_What to work on:_ In the entries that follow, the first line to write out is the one containing "M1524 293 1541 304 1533 319 1515 308Z", and the last is the one containing "M998 541 1020 560 1011 571 989 552Z". Reproduce that stretch exactly, with nothing before or after it.

[Stored records]
──────────────────────────────
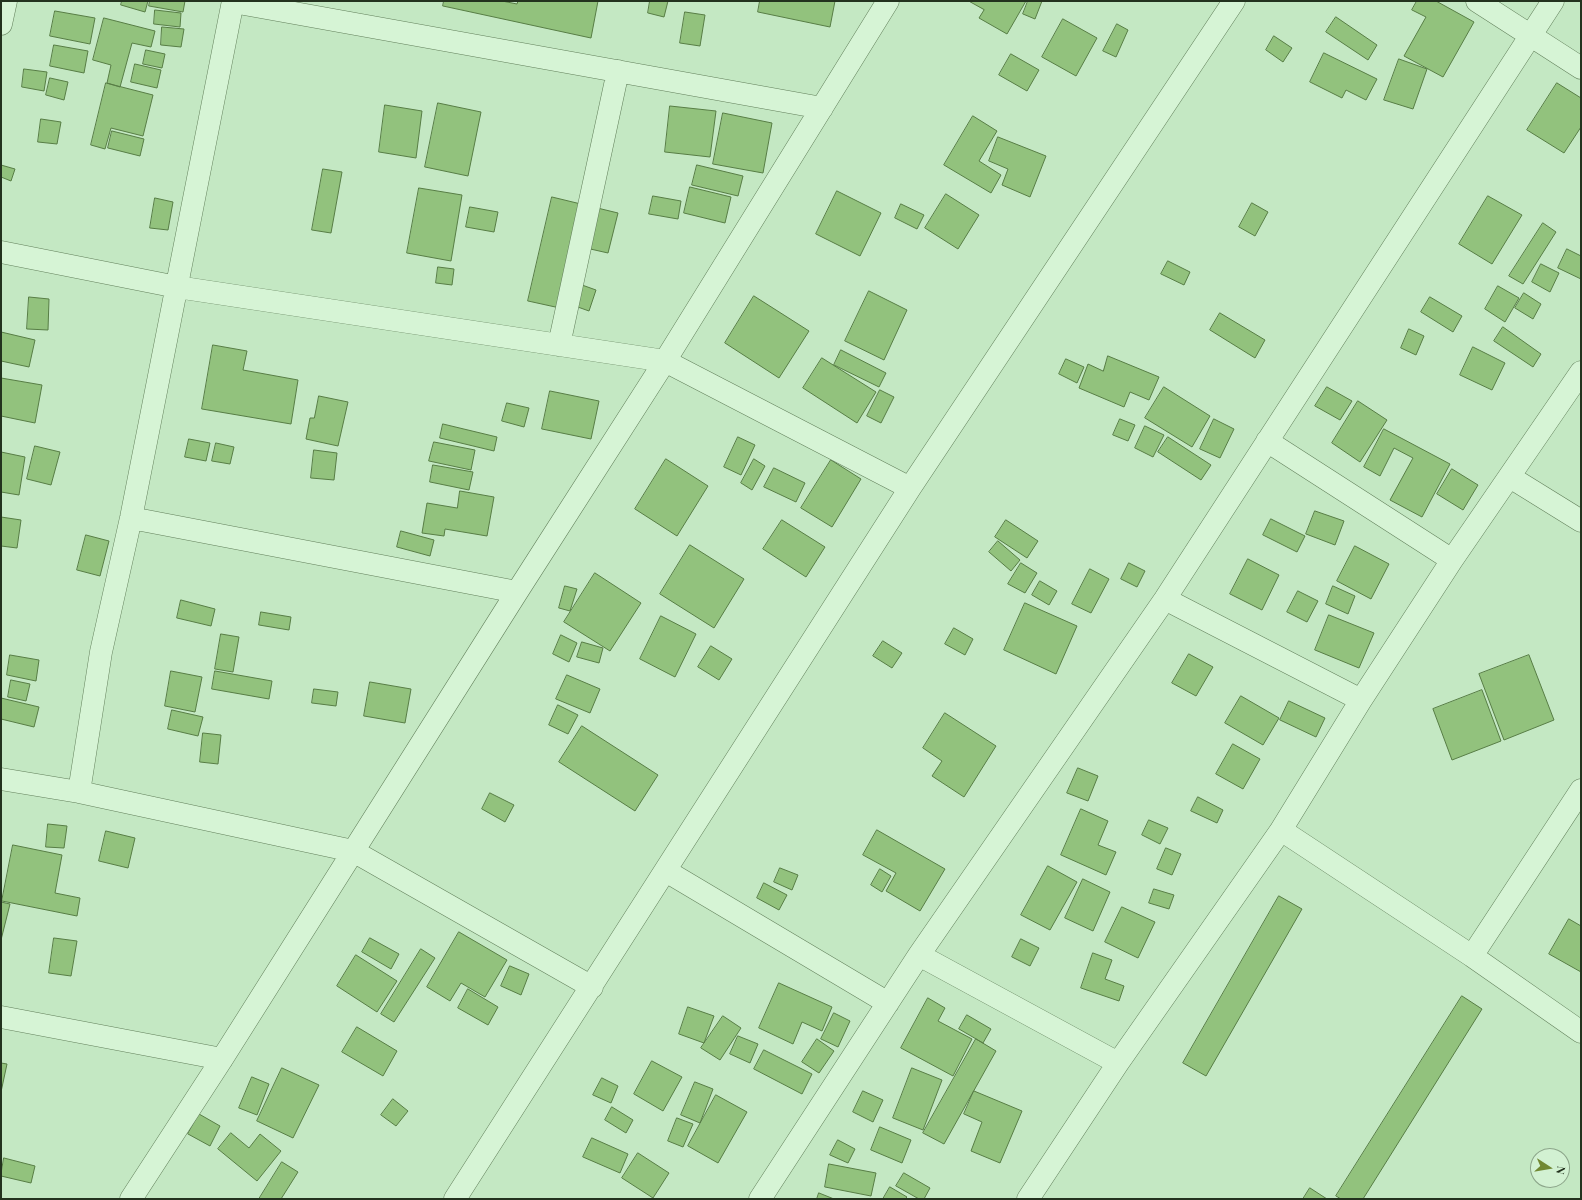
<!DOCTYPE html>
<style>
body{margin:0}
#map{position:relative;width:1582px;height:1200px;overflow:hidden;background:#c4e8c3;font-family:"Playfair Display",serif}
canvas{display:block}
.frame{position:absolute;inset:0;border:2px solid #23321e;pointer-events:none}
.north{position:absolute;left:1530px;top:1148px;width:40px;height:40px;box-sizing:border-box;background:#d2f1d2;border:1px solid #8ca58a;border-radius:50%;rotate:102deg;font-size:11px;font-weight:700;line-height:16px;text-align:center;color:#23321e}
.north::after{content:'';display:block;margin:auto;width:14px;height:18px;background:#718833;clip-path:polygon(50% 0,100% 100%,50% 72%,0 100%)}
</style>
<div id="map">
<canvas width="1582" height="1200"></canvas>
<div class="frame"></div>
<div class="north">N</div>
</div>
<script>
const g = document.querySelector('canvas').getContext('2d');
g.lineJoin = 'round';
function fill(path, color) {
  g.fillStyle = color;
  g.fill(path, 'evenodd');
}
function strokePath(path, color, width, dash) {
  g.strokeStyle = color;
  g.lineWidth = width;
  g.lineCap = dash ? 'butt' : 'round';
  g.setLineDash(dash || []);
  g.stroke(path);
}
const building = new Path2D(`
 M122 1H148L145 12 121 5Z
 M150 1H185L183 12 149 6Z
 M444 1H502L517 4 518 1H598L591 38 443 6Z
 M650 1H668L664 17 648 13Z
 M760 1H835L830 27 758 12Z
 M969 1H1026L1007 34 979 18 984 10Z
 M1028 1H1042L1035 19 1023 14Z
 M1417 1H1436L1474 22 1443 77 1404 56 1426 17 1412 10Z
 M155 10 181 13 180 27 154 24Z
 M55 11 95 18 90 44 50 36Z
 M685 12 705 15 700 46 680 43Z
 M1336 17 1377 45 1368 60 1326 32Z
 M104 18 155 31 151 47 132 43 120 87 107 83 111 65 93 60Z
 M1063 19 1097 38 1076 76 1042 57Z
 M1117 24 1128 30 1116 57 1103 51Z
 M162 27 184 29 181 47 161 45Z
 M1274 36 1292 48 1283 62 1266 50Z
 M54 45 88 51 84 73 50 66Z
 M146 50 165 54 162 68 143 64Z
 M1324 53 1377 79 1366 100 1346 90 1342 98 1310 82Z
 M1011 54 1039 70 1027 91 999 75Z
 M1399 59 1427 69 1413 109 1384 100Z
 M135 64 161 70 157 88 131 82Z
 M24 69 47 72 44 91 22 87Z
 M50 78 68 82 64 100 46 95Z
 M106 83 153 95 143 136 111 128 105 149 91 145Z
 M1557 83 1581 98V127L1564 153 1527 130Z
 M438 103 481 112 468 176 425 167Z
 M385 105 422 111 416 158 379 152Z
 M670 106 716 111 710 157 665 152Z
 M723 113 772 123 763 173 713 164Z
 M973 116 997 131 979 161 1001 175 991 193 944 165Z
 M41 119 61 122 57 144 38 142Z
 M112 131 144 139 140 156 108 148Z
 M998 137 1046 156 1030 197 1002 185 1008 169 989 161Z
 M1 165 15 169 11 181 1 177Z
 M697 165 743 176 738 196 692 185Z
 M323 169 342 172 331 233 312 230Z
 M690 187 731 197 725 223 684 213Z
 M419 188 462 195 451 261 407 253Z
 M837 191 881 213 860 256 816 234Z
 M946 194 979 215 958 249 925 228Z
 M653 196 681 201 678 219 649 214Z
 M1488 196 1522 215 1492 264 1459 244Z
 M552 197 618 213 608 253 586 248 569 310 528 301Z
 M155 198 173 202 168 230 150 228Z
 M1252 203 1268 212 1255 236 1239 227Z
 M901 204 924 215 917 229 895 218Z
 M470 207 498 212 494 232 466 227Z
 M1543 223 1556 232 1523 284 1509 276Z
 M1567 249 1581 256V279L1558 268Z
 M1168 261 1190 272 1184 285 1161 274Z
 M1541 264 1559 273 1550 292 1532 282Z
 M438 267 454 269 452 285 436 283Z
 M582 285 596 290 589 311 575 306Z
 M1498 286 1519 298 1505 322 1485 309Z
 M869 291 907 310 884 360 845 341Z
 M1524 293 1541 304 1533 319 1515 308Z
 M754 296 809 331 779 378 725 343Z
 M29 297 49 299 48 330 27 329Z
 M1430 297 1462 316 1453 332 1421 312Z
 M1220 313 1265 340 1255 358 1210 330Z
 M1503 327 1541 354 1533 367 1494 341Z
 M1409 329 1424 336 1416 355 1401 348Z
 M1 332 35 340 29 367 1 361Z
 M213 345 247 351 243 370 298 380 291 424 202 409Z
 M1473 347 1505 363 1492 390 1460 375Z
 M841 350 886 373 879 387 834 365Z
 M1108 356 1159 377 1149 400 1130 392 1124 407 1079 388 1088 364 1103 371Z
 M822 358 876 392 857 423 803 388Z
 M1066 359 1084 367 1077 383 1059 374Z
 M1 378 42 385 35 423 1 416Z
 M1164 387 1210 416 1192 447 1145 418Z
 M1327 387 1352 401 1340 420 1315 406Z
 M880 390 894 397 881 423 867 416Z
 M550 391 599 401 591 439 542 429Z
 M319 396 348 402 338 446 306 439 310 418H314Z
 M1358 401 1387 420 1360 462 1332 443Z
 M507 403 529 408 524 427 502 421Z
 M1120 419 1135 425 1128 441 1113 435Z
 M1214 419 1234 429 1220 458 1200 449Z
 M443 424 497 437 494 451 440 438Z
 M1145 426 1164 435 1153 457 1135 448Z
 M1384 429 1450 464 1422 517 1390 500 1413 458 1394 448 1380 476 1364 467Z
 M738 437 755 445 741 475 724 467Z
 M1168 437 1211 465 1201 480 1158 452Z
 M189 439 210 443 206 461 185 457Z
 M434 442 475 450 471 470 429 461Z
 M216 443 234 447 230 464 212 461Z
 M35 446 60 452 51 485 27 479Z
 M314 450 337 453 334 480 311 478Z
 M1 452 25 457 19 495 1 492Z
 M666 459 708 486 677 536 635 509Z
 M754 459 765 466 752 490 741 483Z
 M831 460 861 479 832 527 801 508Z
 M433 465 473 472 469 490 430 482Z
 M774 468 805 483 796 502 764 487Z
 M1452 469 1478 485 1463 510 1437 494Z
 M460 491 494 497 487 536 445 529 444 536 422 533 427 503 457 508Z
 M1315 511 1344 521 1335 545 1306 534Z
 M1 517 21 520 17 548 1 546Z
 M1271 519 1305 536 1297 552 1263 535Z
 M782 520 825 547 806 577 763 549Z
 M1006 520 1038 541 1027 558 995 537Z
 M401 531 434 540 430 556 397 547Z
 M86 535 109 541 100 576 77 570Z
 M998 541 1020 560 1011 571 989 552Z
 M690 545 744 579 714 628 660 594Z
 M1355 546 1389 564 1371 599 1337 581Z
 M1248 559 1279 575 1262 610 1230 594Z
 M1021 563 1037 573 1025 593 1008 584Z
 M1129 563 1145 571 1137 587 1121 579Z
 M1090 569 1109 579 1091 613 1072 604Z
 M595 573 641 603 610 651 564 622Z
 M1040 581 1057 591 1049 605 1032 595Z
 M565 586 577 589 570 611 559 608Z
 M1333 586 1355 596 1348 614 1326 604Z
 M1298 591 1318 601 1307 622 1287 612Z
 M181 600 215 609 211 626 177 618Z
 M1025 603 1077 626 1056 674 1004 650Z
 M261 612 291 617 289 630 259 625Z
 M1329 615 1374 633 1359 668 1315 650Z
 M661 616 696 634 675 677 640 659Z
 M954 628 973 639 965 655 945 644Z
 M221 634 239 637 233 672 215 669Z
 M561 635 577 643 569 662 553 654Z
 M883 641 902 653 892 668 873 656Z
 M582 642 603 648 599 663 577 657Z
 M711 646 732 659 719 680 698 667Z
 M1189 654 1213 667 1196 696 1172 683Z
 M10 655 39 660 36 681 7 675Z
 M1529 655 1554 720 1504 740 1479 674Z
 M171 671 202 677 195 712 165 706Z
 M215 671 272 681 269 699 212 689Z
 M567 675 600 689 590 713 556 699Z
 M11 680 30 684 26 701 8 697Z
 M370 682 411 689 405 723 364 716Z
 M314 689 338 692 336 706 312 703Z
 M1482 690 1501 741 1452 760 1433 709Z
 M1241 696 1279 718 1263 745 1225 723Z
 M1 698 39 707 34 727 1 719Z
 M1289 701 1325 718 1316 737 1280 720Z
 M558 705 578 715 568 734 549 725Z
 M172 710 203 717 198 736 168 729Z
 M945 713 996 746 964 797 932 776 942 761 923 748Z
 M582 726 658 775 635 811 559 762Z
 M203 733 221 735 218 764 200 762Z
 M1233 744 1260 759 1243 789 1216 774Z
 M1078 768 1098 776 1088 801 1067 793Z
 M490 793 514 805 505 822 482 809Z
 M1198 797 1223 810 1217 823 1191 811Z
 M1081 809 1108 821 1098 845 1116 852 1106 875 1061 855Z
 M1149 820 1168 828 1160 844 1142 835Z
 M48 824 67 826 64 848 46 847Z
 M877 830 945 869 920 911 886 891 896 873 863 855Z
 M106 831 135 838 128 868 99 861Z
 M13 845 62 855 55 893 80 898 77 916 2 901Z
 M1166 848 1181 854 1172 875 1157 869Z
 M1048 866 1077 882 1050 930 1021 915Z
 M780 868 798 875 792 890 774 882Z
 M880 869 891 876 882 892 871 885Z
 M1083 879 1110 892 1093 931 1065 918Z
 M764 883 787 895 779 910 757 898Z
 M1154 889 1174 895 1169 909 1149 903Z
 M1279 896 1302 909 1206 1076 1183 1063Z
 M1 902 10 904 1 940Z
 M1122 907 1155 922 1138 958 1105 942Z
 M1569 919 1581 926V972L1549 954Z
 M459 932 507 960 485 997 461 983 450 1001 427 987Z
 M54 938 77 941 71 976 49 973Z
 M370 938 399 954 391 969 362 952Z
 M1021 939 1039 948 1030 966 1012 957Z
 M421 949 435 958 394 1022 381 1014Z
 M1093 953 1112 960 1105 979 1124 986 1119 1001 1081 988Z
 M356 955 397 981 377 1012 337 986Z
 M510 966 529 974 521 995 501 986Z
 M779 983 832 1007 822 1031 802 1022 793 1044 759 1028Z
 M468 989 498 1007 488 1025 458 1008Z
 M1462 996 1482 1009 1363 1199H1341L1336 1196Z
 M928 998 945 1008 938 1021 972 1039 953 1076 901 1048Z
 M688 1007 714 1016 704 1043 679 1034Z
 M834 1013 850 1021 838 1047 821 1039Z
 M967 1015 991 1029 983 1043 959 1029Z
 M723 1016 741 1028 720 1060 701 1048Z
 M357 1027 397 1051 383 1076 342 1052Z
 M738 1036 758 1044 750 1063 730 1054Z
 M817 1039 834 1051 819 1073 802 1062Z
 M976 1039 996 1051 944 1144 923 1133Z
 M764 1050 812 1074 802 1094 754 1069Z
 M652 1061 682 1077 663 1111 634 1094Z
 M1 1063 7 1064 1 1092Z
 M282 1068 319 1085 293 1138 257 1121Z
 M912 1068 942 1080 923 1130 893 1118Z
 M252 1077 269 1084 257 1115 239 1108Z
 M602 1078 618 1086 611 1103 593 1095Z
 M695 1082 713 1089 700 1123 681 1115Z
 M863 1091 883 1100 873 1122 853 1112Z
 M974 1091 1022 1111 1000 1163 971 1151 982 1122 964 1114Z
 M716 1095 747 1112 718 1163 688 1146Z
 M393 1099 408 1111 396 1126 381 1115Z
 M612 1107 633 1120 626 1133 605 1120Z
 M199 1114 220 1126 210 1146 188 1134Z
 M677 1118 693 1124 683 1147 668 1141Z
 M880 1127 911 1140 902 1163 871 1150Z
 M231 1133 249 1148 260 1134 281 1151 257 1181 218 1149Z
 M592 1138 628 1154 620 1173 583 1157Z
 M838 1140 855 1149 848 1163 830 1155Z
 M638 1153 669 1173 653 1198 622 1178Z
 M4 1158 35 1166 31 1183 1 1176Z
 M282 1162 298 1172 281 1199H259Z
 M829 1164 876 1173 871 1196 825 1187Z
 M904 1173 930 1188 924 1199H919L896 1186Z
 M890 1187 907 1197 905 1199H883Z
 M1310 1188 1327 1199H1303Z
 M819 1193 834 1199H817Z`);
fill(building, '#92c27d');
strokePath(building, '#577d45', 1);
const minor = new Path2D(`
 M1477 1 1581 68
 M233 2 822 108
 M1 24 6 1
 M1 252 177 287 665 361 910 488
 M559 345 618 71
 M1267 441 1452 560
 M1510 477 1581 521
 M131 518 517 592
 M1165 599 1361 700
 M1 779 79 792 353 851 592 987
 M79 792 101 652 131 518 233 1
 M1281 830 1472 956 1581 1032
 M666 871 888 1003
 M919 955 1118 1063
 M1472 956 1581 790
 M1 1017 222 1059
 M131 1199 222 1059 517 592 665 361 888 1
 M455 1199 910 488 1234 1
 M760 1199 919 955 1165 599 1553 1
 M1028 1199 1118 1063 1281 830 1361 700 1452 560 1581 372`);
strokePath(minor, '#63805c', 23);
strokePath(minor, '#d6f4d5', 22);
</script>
──────────────────────────────
_Response below:_
 M1524 293 1541 304 1533 319 1515 308Z
 M754 296 809 331 779 378 725 343Z
 M29 297 49 299 48 330 27 329Z
 M1430 297 1462 316 1453 332 1421 312Z
 M1220 313 1265 340 1255 358 1210 330Z
 M1503 327 1541 354 1533 367 1494 341Z
 M1409 329 1424 336 1416 355 1401 348Z
 M1 332 35 340 29 367 1 361Z
 M213 345 247 351 243 370 298 380 291 424 202 409Z
 M1473 347 1505 363 1492 390 1460 375Z
 M841 350 886 373 879 387 834 365Z
 M1108 356 1159 377 1149 400 1130 392 1124 407 1079 388 1088 364 1103 371Z
 M822 358 876 392 857 423 803 388Z
 M1066 359 1084 367 1077 383 1059 374Z
 M1 378 42 385 35 423 1 416Z
 M1164 387 1210 416 1192 447 1145 418Z
 M1327 387 1352 401 1340 420 1315 406Z
 M880 390 894 397 881 423 867 416Z
 M550 391 599 401 591 439 542 429Z
 M319 396 348 402 338 446 306 439 310 418H314Z
 M1358 401 1387 420 1360 462 1332 443Z
 M507 403 529 408 524 427 502 421Z
 M1120 419 1135 425 1128 441 1113 435Z
 M1214 419 1234 429 1220 458 1200 449Z
 M443 424 497 437 494 451 440 438Z
 M1145 426 1164 435 1153 457 1135 448Z
 M1384 429 1450 464 1422 517 1390 500 1413 458 1394 448 1380 476 1364 467Z
 M738 437 755 445 741 475 724 467Z
 M1168 437 1211 465 1201 480 1158 452Z
 M189 439 210 443 206 461 185 457Z
 M434 442 475 450 471 470 429 461Z
 M216 443 234 447 230 464 212 461Z
 M35 446 60 452 51 485 27 479Z
 M314 450 337 453 334 480 311 478Z
 M1 452 25 457 19 495 1 492Z
 M666 459 708 486 677 536 635 509Z
 M754 459 765 466 752 490 741 483Z
 M831 460 861 479 832 527 801 508Z
 M433 465 473 472 469 490 430 482Z
 M774 468 805 483 796 502 764 487Z
 M1452 469 1478 485 1463 510 1437 494Z
 M460 491 494 497 487 536 445 529 444 536 422 533 427 503 457 508Z
 M1315 511 1344 521 1335 545 1306 534Z
 M1 517 21 520 17 548 1 546Z
 M1271 519 1305 536 1297 552 1263 535Z
 M782 520 825 547 806 577 763 549Z
 M1006 520 1038 541 1027 558 995 537Z
 M401 531 434 540 430 556 397 547Z
 M86 535 109 541 100 576 77 570Z
 M998 541 1020 560 1011 571 989 552Z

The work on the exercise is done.